§ **What you should do**
Repeat the records below exactly.

=== Provided entries ===

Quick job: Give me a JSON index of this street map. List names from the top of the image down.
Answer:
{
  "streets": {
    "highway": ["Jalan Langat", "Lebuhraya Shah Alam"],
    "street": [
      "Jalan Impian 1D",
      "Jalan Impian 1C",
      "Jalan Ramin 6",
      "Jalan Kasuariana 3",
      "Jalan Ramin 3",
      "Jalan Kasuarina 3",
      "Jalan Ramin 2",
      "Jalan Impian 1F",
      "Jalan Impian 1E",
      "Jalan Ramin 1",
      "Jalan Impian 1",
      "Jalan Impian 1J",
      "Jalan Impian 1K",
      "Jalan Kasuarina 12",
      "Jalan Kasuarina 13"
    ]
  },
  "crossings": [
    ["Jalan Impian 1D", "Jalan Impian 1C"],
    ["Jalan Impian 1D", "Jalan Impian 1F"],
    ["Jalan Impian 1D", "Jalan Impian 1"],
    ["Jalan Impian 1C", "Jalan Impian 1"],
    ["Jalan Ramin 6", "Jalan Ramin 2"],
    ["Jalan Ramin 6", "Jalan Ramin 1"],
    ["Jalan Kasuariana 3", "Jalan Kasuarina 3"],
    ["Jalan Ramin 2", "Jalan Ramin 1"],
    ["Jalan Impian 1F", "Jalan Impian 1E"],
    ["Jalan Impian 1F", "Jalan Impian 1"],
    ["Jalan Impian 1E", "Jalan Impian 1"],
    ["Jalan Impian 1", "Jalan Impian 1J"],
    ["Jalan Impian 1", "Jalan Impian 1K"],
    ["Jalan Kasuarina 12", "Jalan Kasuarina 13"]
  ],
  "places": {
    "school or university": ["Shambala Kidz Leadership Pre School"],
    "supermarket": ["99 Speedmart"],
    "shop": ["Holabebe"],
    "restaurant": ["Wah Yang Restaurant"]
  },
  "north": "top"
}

===

§ **Written response**
Quick job: Give me a JSON index of this street map. List names from the top of the image down.
Answer:
{
  "streets": {
    "highway": ["Jalan Langat", "Lebuhraya Shah Alam"],
    "street": [
      "Jalan Impian 1D",
      "Jalan Impian 1C",
      "Jalan Ramin 6",
      "Jalan Kasuariana 3",
      "Jalan Ramin 3",
      "Jalan Kasuarina 3",
      "Jalan Ramin 2",
      "Jalan Impian 1F",
      "Jalan Impian 1E",
      "Jalan Ramin 1",
      "Jalan Impian 1",
      "Jalan Impian 1J",
      "Jalan Impian 1K",
      "Jalan Kasuarina 12",
      "Jalan Kasuarina 13"
    ]
  },
  "crossings": [
    ["Jalan Impian 1D", "Jalan Impian 1C"],
    ["Jalan Impian 1D", "Jalan Impian 1F"],
    ["Jalan Impian 1D", "Jalan Impian 1"],
    ["Jalan Impian 1C", "Jalan Impian 1"],
    ["Jalan Ramin 6", "Jalan Ramin 2"],
    ["Jalan Ramin 6", "Jalan Ramin 1"],
    ["Jalan Kasuariana 3", "Jalan Kasuarina 3"],
    ["Jalan Ramin 2", "Jalan Ramin 1"],
    ["Jalan Impian 1F", "Jalan Impian 1E"],
    ["Jalan Impian 1F", "Jalan Impian 1"],
    ["Jalan Impian 1E", "Jalan Impian 1"],
    ["Jalan Impian 1", "Jalan Impian 1J"],
    ["Jalan Impian 1", "Jalan Impian 1K"],
    ["Jalan Kasuarina 12", "Jalan Kasuarina 13"]
  ],
  "places": {
    "school or university": ["Shambala Kidz Leadership Pre School"],
    "supermarket": ["99 Speedmart"],
    "shop": ["Holabebe"],
    "restaurant": ["Wah Yang Restaurant"]
  },
  "north": "top"
}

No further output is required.